York; My A-levels started badly. I wanted to do Mathematics and English and was told that was impossible I had to pick either the Arts stream or the Science stream. The strange mix of subjects bequeathed me by my sporting comprehensive school meant I could only do Mathematics, Further Mathematics and Physics (mathematics with noisy bits). It drove me nuts. Worse it was a rugby school and I just refused to play it. Even worse kissing was completely outlawed (see my story White Heat). Fortunately I got drama, directed a play  and then became a playwright, in the process also developing my 3-part technique for engaging with new subjects. Firstly do it as it is given to you. Secondly tweak, adjust and improve what you are working on, collaborating with others where possible. Thirdly re-invent it completely using the experience, craft and knowledge you have gained; act on your own recognisance…

Reference; Luckin, R., Clark, W., Garnett, F.,Whitworth, A., Akass, J., Cook, J., Day, P., Ecclesfield, N., Hamilton, T. & Robertson, J. (2010). Learner Generated Contexts: a framework to support the effective use of technology to support learning. In M. J. W. Lee & C. McLoughlin (Eds.) Web 2.0-based e-learning: applying social informatics for tertiary teaching. Hershey, PA: IGI Global.
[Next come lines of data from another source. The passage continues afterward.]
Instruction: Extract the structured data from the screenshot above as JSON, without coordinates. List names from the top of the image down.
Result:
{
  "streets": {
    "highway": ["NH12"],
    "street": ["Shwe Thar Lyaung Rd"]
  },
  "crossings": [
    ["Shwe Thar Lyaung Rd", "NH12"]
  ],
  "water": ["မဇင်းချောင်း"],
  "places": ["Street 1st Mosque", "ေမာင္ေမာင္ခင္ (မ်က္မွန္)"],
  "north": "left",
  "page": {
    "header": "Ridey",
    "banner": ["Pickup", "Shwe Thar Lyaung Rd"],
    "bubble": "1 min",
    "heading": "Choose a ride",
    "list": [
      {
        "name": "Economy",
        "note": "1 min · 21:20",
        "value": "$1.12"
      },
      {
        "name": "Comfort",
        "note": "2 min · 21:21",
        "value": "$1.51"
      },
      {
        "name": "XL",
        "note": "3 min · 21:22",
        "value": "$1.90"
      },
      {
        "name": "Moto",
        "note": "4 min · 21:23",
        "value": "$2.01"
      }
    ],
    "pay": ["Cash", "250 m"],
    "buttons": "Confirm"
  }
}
Reflection on this reflection; In writing this I’ve realised that my Dad gave me Mathematics for the Million when he was doing teacher training himself in Beaconsfield in 1960/61. He also gave me a ‘programmed learning’ text which were fashionable learning resources then, in which you navigated your way through history answering questions at key points and moving to different pages depending on your decisions. He was testing quite sophisticated learning resources out on me when I was nine! On to my initial teaching experience.

7 thoughts on “Curious & Confident (1)

  1. Fred, the detail of your autobiography is amazing. Thank you for sharing this. The thing that strikes me immediately about your blog is the focus on your extremely varied and ‘messy’ experiences of formative education. I was thinking, well how does this influence Fred now and I read again and realised you had stated this upfront. Thank you again for sharing your candid bio with #fslt12

  2. Pingback: Curious & Confident (2) | Open Academic Practice

  3. Mine runs to the messy too. I may have 11 but not as many countries until post-secondary. Now I see that my reflections should have started with the learning part but there are recursive loops and flashbacks…

    • Hi Vanessa, I think messy is good as a learning process! When I was doing my Ph.D in Boulder 18/19 doctoral students in Politics were “Army Brats” and had been around the world enough to not believe that American represented the one best system. They wanted to know more about how we might organise society. National Education Systems are designed to get you believe in that one best way. The UK National Curriculum was designed to get rid of the messy questions the 60s had bequeathed and it succeeded.